• _Activity_
From the listing below, copy each line that contains the word "picture".

Excerpted data below:

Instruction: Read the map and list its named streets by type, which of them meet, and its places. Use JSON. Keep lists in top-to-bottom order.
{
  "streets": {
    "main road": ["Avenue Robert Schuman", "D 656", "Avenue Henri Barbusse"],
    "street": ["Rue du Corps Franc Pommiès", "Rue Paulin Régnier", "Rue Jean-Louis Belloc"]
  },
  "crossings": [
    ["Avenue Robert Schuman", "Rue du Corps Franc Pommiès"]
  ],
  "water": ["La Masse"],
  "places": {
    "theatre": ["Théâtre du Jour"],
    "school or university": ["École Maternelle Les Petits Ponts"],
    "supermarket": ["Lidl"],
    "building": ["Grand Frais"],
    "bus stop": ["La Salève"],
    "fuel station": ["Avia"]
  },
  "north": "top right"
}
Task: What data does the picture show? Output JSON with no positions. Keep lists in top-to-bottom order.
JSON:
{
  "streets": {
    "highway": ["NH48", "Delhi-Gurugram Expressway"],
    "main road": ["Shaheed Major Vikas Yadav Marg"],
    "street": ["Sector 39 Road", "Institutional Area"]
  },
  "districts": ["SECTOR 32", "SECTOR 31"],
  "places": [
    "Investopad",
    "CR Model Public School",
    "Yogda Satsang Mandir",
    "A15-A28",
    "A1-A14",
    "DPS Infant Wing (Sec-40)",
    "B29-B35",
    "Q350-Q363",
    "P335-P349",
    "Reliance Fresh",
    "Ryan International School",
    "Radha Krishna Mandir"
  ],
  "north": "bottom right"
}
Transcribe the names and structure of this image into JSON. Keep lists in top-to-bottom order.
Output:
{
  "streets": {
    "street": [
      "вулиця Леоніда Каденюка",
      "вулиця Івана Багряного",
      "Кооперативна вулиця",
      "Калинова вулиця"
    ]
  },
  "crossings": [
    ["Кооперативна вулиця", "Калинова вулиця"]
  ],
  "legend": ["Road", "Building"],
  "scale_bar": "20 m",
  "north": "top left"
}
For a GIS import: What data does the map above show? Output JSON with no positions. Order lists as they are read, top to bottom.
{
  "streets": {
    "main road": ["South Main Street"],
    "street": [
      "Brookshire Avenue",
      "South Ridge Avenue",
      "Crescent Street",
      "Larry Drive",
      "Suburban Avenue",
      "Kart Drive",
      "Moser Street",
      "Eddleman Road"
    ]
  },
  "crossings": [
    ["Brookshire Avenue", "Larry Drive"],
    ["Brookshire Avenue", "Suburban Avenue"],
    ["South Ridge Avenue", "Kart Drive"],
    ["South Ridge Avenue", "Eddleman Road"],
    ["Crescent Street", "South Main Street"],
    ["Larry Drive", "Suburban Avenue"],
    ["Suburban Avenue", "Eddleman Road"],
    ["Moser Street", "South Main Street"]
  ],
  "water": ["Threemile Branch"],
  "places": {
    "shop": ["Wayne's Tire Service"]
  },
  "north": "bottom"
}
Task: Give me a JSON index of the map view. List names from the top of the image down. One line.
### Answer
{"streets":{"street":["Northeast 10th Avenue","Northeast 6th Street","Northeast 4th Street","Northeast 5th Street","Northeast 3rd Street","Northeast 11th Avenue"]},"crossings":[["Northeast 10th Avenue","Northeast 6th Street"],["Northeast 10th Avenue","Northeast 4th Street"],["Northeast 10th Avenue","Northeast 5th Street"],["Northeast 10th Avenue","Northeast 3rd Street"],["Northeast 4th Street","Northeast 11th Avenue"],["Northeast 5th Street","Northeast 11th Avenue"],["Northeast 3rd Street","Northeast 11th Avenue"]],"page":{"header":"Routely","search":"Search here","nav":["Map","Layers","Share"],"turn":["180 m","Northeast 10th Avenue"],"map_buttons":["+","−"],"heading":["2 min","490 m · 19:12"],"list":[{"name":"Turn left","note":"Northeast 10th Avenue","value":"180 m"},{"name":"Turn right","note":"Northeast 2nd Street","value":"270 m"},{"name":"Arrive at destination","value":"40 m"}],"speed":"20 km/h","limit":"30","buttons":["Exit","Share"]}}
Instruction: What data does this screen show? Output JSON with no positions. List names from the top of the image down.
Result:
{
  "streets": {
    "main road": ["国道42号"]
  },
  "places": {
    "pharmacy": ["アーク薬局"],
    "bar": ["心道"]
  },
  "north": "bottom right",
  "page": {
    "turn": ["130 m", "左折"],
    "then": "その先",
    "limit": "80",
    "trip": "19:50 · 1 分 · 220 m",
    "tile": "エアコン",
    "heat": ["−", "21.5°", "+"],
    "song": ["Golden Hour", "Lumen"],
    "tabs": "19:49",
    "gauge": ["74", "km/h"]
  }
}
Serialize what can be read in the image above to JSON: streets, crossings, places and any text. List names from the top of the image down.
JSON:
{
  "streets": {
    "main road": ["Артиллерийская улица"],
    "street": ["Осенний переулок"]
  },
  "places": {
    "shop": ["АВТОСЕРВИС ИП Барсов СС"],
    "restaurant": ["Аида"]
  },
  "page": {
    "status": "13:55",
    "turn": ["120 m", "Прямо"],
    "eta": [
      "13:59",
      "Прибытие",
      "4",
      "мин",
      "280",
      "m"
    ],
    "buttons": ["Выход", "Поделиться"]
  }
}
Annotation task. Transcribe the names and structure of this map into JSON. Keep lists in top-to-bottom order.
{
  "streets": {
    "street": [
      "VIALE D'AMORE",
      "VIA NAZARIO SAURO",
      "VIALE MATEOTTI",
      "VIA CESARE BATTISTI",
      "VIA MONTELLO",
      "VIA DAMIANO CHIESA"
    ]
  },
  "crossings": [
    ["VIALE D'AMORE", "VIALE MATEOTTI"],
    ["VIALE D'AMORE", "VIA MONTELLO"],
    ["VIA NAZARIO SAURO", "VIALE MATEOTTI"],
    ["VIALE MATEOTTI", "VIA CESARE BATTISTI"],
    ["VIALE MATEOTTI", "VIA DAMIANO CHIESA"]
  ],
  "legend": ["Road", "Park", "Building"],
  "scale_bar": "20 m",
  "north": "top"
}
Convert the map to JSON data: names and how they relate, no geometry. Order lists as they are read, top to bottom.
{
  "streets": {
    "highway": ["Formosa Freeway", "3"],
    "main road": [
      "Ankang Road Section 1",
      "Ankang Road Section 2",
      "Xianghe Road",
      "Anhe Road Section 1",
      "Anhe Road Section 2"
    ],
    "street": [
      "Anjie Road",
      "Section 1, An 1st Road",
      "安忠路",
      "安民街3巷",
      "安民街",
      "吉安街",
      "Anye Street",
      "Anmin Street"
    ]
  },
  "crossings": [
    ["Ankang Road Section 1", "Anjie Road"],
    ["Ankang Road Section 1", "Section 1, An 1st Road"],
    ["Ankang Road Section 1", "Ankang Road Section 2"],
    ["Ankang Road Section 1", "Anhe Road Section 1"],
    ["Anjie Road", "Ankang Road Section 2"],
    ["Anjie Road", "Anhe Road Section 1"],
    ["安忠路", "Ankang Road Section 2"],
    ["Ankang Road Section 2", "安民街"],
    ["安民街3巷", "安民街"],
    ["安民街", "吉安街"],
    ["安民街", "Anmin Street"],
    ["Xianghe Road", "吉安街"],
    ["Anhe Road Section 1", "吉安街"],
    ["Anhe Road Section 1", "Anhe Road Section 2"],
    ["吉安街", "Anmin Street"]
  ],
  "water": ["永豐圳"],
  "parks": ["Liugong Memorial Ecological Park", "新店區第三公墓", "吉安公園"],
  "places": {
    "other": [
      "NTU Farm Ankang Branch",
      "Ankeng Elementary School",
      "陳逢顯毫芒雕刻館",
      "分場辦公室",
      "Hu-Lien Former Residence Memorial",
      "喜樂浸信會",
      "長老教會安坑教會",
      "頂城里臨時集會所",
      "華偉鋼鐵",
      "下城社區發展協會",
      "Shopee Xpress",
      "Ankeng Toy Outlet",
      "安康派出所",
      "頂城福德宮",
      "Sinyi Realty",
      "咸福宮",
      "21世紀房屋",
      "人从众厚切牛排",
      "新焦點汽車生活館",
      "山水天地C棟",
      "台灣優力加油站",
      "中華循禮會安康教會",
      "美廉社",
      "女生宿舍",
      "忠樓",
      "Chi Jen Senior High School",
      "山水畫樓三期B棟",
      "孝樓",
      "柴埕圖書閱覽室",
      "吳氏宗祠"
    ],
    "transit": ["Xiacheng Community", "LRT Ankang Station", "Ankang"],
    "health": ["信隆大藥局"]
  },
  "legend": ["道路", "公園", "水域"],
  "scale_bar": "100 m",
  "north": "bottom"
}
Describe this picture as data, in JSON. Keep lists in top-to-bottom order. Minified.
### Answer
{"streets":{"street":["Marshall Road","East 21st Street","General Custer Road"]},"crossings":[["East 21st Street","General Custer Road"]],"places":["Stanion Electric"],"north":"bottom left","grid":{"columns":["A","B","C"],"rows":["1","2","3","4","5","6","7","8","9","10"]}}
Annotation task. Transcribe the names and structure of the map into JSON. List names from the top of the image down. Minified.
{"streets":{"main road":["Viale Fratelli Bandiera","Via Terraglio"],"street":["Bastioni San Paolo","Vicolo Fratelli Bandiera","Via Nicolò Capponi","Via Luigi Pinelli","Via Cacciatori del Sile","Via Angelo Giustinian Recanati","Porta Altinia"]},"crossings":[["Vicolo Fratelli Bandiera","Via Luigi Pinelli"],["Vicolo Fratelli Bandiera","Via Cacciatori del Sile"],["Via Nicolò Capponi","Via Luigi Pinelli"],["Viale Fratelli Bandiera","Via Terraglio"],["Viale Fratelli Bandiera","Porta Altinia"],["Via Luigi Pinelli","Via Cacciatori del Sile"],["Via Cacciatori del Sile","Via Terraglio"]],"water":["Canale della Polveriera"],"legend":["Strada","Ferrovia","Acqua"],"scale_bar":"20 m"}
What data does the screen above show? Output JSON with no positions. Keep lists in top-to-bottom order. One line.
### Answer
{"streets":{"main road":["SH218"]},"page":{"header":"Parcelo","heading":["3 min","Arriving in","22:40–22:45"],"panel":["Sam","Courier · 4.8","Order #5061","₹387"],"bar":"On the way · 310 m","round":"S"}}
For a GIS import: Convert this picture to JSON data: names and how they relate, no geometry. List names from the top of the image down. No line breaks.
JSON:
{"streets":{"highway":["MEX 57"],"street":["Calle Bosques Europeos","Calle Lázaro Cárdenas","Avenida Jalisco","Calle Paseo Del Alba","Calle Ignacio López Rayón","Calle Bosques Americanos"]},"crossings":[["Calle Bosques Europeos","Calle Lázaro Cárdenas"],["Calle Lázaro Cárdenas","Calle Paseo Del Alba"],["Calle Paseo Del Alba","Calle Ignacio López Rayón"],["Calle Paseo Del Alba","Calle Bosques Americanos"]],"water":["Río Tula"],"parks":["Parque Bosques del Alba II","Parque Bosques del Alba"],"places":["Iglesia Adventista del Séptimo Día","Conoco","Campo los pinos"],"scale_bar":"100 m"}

End of Excerpted data.

• _Response box_
Task: What data does the picture show? Output JSON with no positions. Keep lists in top-to-bottom order.
Describe this picture as data, in JSON. Keep lists in top-to-bottom order. Minified.
For a GIS import: Convert this picture to JSON data: names and how they relate, no geometry. List names from the top of the image down. No line breaks.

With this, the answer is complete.